Israel Chemicals Considering Potash Mine in Ethiopia

Site is cheaper on balance than other places worldwide, closer to company’s main markets.

Israel Chemicals has been in talks recently with a Canadian listed company Allana Potash about opening a potash mine in Ethiopia.

Allana Potash CEO Farhad Abasov met with ICL senior management in Tel Aviv three weeks ago to seek ICL's participation in the construction of a mine at the Dallol site in Ethiopia's Danakhil Valley, located in the country's northeast.

Allana has already raised $85 million from investors to build the mine, which is expected to yield a million tons of potash annually. The mine site has 182 million tons of proven potash reserves and potential reserves as high as 438 million tons. The mining project will be based on technology in which ICL has particular expertise from its Dead Sea Works, pumping and evaporating brine to extract potash.

ICL commented it regularly examines opportunities for international projects and was seeking to expand its current potash production capacity. However, it cautioned that recent circumstances in the potash market were making new mining projects challenging.

Allana estimates that investment in the mine will reach $642 million, a figure which includes both the mining operation and building the transportation infrastructure to carry the potash from Dankil to the Indian Ocean port of Tadjoura, located in next-door Djibouti. The production costs including haulage to port, are expected to reach $98 per ton, with annual maintenance costs of $26 per ton. (These costs compare with averaging mining costs of $100-$150 million per ton.)

Acquiring either full or partial ownership of the mine in Ethiopia would present several advantages to ICL, which is looking to expand its production capacity in core areas such as potash.

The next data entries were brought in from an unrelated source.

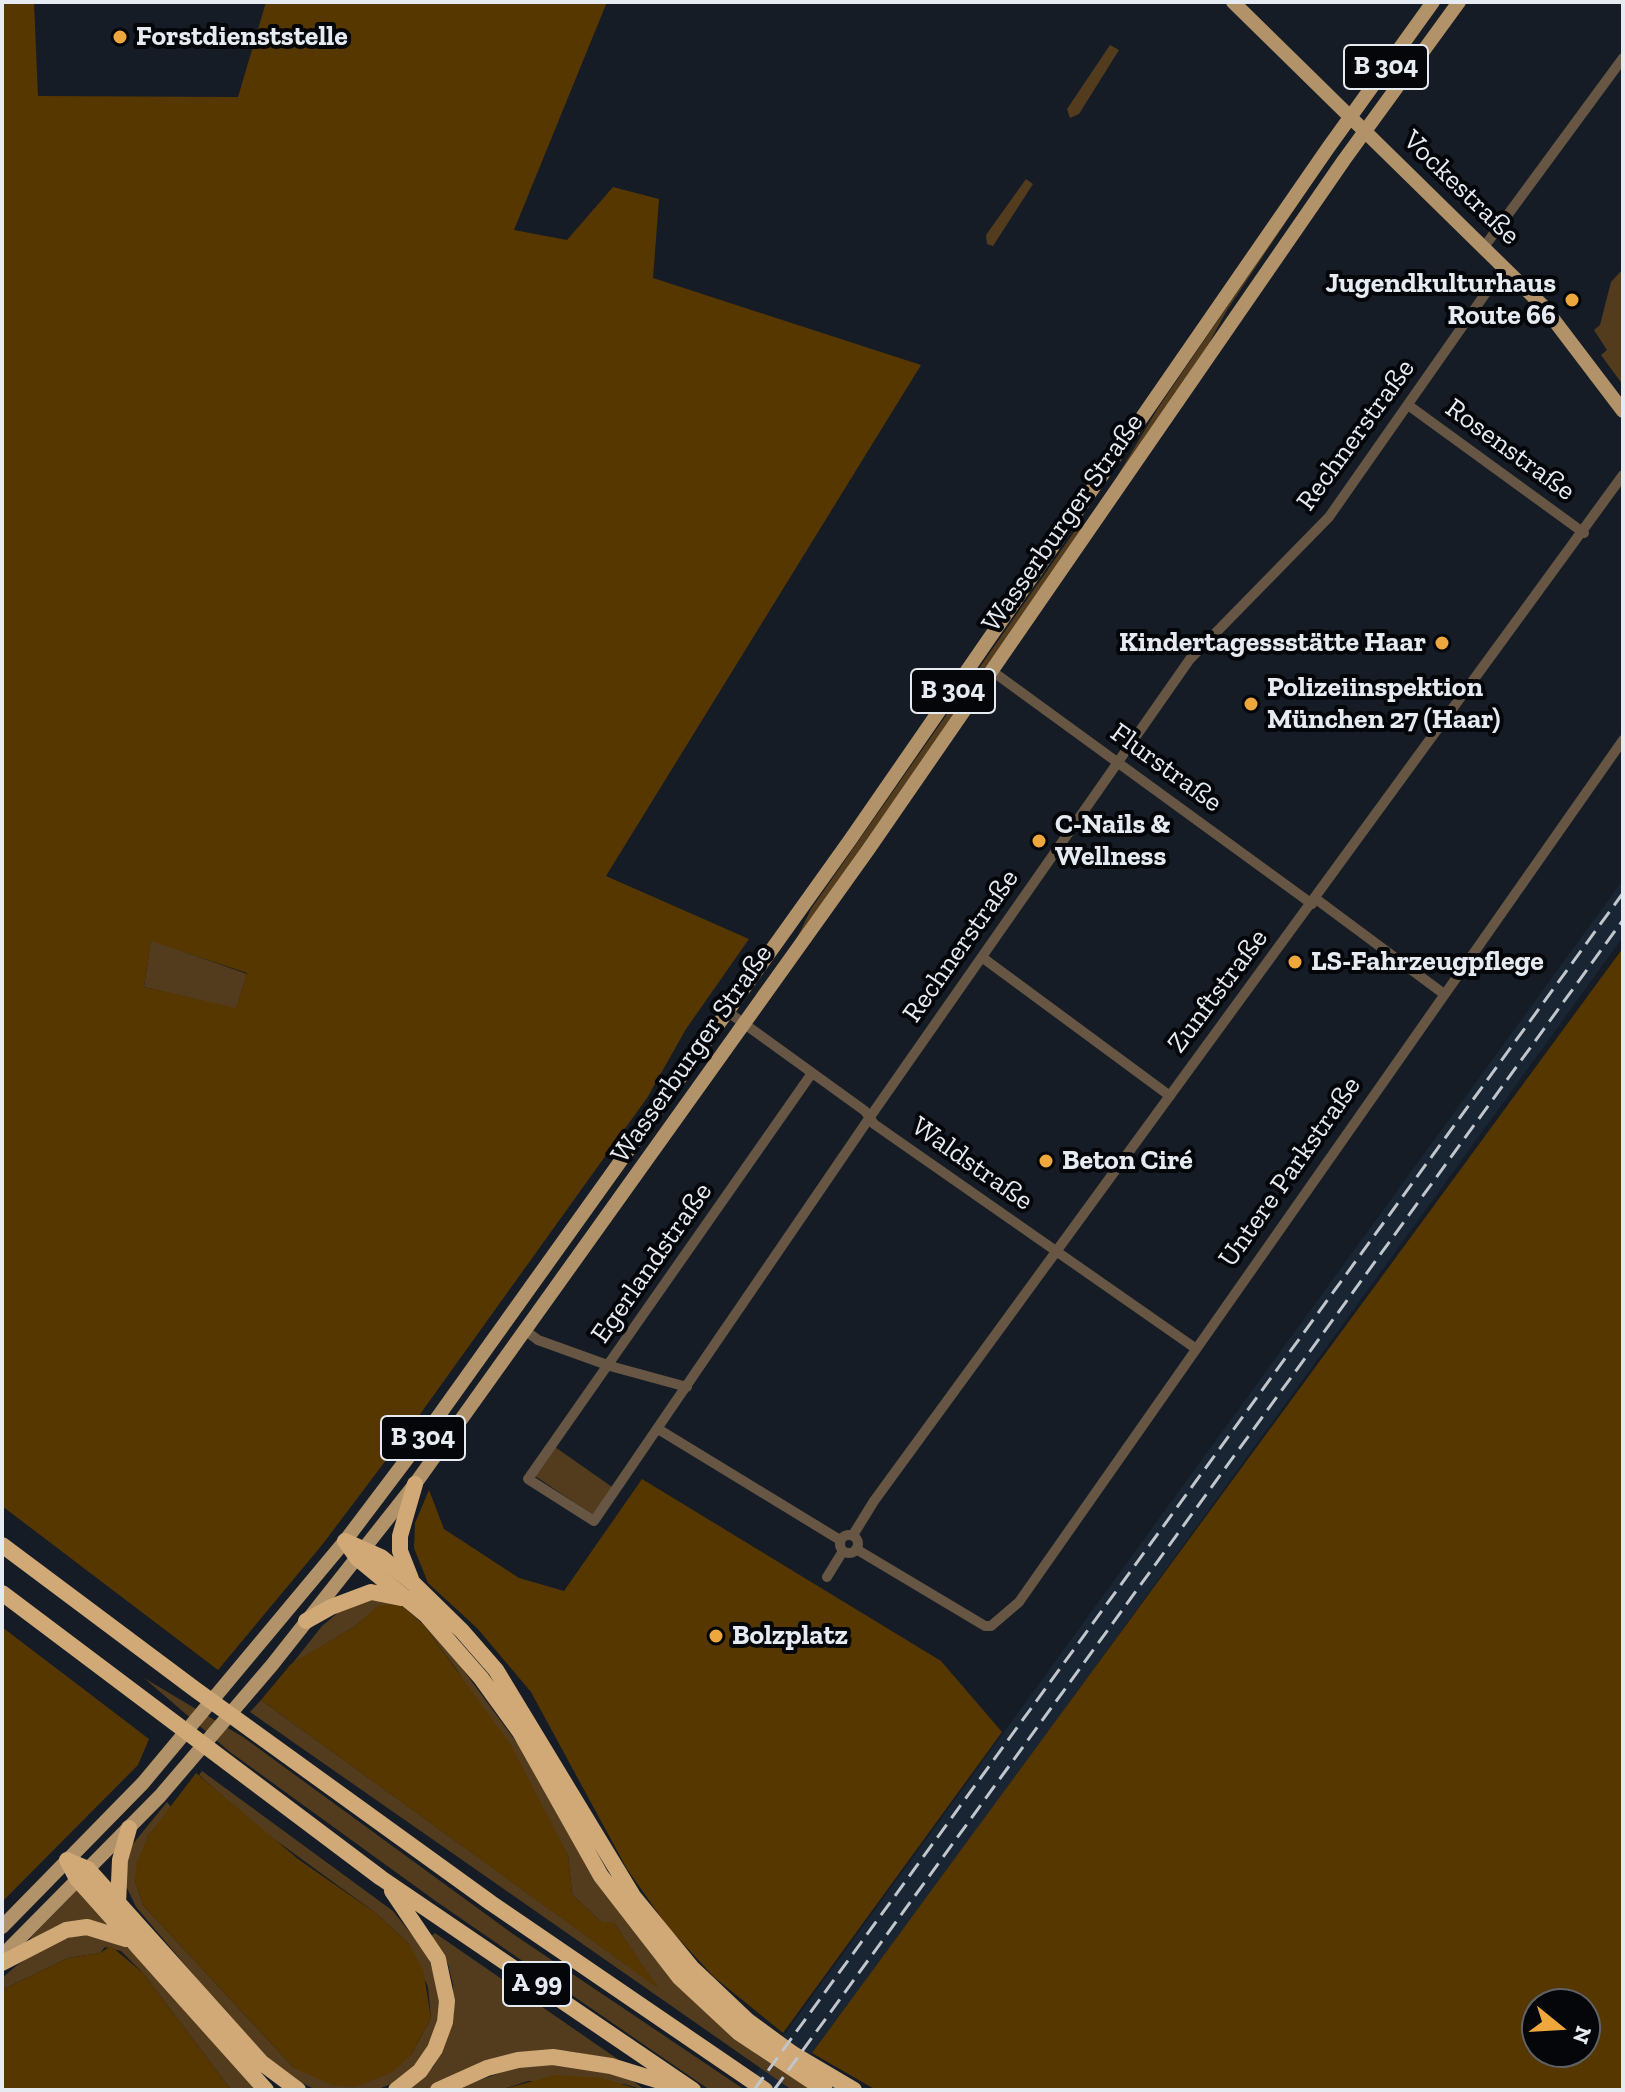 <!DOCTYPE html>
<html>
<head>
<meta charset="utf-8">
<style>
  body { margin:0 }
  #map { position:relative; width:1625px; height:2092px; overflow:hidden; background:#151c25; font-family:"Zilla Slab",serif }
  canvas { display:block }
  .frame { position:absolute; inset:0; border:4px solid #e6ebf1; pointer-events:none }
  .north { position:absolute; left:1521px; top:1988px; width:80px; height:80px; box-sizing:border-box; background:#04060a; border:2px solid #5e6266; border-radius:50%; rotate:108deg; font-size:22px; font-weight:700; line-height:32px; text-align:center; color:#e6ebf1 }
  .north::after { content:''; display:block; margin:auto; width:28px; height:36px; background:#eea73d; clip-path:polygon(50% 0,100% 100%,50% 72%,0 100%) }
</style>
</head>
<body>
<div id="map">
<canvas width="1625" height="2092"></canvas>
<div class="frame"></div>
<div class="north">N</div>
</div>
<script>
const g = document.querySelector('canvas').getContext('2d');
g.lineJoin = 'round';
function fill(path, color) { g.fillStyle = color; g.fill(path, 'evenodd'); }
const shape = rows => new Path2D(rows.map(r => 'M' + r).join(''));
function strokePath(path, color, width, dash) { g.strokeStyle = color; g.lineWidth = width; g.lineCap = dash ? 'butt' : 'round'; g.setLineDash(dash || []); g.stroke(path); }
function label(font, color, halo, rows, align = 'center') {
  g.font = font + ' "Zilla Slab",serif'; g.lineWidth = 8; g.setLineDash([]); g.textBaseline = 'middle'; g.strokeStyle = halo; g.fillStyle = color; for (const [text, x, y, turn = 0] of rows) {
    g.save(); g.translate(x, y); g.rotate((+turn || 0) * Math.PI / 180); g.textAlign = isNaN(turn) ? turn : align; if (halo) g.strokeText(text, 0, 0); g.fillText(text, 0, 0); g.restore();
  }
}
const built = shape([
  [1623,880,1623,937,1030,1757,785,2090,744,2090]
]);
const green = shape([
  [1110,45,1119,50,1079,114,1070,118,1067,109],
  [1330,156,1227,310,1208,345,1109,490,1158,408],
  [1026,179,1033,184,993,246,987,244,986,235],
  [1623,269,1623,385,1601,355,1607,350,1594,330,1600,325,1611,282],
  [1081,522,1084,528,759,994,757,993,796,940,811,909],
  [151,940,247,974,236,1009,144,987],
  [555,1447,615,1489,596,1517,535,1476],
  [371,1597,400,1604,379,1606,354,1627,292,1664,322,1626,341,1610],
  [423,1624,448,1649,523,1751,586,1865,655,1959,689,1996,759,2056,812,2090,792,2090,250,1712,261,1700,657,1987,613,1922,601,1922,572,1894,568,1855,457,1670],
  [144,1678,243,1737,513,1934,745,2090,710,2090,685,2073,437,1902,230,1752],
  [202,1771,393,1911,428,1955,441,2000,435,2035,413,2068,394,2083,376,2090,316,2090,285,2074,242,2032,136,1907,127,1888,125,1873,132,1845,167,1802,172,1808,148,1836,135,1881,143,1905,294,2068,411,2055,431,2018,428,1987,409,1944,377,1914,259,1828,199,1775],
  [78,1889,111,1925,75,1922,50,1929,33,1941,30,1938],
  [435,1933,619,2060,568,2051,541,2051,476,2066,426,2090,408,2090,433,2067,444,2047,454,2014,453,1985,448,1964,431,1936],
  [82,1934,122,1943,140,1959,259,2090,231,2090,143,1973,121,1951,105,1947,100,1953,68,1958,2,1990,2,1978,16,1966,48,1944],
  [568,2064,625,2075,645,2090,624,2084,528,2081,500,2090,451,2090,520,2066]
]);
const forest = shape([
  [2,2,34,2,38,96,238,97,266,2,607,2,514,230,567,240,613,187,659,199,653,278,921,365,606,876,749,939,686,1029,647,1098,408,1431,322,1545,218,1670,2,1506],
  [151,941,247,973,236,1008,144,987],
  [1623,948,1623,2090,876,2090,812,2053],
  [1537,2004,1585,2004,1585,2052,1537,2052],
  [642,1479,941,1661,1002,1732,783,2033,714,1977,667,1926,627,1869,531,1692,477,1628,428,1583,414,1548,415,1523,429,1490,444,1529,519,1578,564,1591],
  [400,1604,423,1624,511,1745,568,1855,572,1894,601,1922,613,1922,659,1989,261,1700,291,1664,354,1627,379,1605],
  [2,1627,149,1739,138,1765,2,1902],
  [196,1773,298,1859,377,1914,409,1944,423,1969,431,2018,411,2055,391,2073,355,2087,332,2085,294,2068,143,1905,135,1881,137,1862,148,1836],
  [111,1946,143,1973,231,2090,2,2090,2,1990,68,1958,100,1953],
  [555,2075,602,2078,641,2090,500,2090]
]);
const minor = shape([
  [1484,247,1623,58],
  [1408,405,1584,533],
  [992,671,1312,904],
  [1316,899,1444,994],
  [983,958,1170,1096],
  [728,1012,865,1111,874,1124,1195,1348],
  [812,1073,528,1479,594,1521,870,1117,1190,659,1329,517,1504,267],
  [526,1331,538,1340,610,1366,687,1387],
  [658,1429,840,1540],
  '840 1544a9 9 0 1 1 18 0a9 9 0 1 1-18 0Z',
  [853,1535,874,1501,1623,475],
  [856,1549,985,1626,991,1626,1019,1602,1623,740],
  [827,1577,843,1551]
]);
const major = shape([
  [1233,2,1544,307,1623,411],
  [2,1927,143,1783,345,1541,422,1439,850,840,1328,148,1433,2],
  [2,1956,160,1796,272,1665,415,1484,868,850,1344,160,1459,2]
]);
const highway = shape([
  [345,1541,381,1557,414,1584,462,1631,496,1670,633,1896,692,1968,748,2021,793,2054,854,2090],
  [345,1541,357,1558,426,1615,481,1678,520,1732,601,1876,680,1978,738,2032,825,2090],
  [2,1545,196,1690,491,1903,765,2090],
  [411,1579,400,1551,400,1536,415,1484],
  [2,1593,381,1878,693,2090],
  [306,1621,331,1607,371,1592,401,1598],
  [67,1860,88,1869,262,2063,298,2090],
  [67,1860,77,1879,266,2090],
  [392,1891,438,1959,447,2001,445,2022,435,2049,420,2071,396,2090],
  [118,1904,120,1860,129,1828],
  [2,1963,66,1930,87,1927,126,1939],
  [438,2090,487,2068,518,2060,553,2057,611,2066,679,2087]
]);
const rail = shape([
  [754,2090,1623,893],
  [774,2090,1623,920]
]);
const markers = [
  [120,37,8,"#eea73d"],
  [1572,300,8,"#eea73d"],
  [1442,643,8,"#eea73d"],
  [1251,704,8,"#eea73d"],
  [1039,841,8,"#eea73d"],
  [1295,962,8,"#eea73d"],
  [1046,1161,8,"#eea73d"],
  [716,1636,8,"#eea73d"]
];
const shields = [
  [1386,67,84],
  [953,691,84],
  [423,1438,84],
  [537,1984,68]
];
const shieldNames = [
  ["B 304",1386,67],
  ["B 304",953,691],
  ["B 304",423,1438],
  ["A 99",537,1984]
];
const poiNames = [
  ["Forstdienststelle",136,37],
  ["Jugendkulturhaus",1556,284,"right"],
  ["Route 66",1556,316,"right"],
  ["Kindertagessstätte Haar",1426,643,"right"],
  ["Polizeiinspektion",1267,688],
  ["München 27 (Haar)",1267,720],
  ["C-Nails &",1055,825],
  ["Wellness",1055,857],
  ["LS-Fahrzeugpflege",1311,962],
  ["Beton Ciré",1062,1161],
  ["Bolzplatz",732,1636]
];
const streetNames = [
  ["Vockestraße",1461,188,44],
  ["Rechnerstraße",1356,435,-54],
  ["Rosenstraße",1510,450,36],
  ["Wasserburger Straße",1063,523,-55],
  ["Flurstraße",1166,768,36],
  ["Rechnerstraße",961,946,-55],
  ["Zunftstraße",1218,991,-53],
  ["Wasserburger Straße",692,1054,-55],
  ["Waldstraße",972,1164,35],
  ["Untere Parkstraße",1290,1172,-55],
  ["Egerlandstraße",652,1263,-55]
];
fill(built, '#1a2533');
fill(green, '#533c1d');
fill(forest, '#573700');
strokePath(minor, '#665643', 10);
strokePath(major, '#b19269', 14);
strokePath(highway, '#d0a977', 16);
strokePath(rail, '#c0c6cc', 3, [16, 8]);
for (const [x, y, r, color] of markers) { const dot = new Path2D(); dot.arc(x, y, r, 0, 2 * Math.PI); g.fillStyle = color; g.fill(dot); strokePath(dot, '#04060a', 3); }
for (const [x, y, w] of shields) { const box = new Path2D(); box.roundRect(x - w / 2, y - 22, w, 44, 6); g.fillStyle = '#04060a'; g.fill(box); strokePath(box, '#e6ebf1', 2); }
label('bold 26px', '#e6ebf1', null, shieldNames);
label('bold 28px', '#e6ebf1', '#04060a', poiNames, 'left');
label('28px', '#e6ebf1', '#04060a', streetNames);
</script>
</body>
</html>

The company will be required to return its Dead Sea potash concession to the state in 2030, which will leave the company scrambling to find a replacement for 4 million tons of production capacity for a mineral that provided 63% of its operating profit in 2012.

ICL already holds a 640 square kilometer potash mining concession in Spain's Catalan region. Currently, the company exploits only 64 square kilometers of that concession, but estimates that the site has reserves that would support production of up to 10 million tons of potash per year. However, Ethiopia is closer to two key markets for ICL, China and India. Moreover, the demand for potash in the local African market, which is currently 1 million tons per year, is expected to reach between 5 million and 7 million tons per year by 2020.

The Dallol project has already completed the prospecting stage and pilot production. It also completed a series of operational tests conducted in February 2013 to determine the cost of establishing and operating the mine and to receive the approval of Ethiopia's environmental ministry. Allana has submitted a formal request to the Ethiopian authorities for a mining permit.

The Ethiopian government has also paved most of the highway leading from the Dallol site to the port in Tadjoura, which although belonging to Djibouti, serves as Ethiopia's main Indian Ocean port.

The Dead Sea Works potash fertilizer manufacturing plant belongs to Israel Chemicals.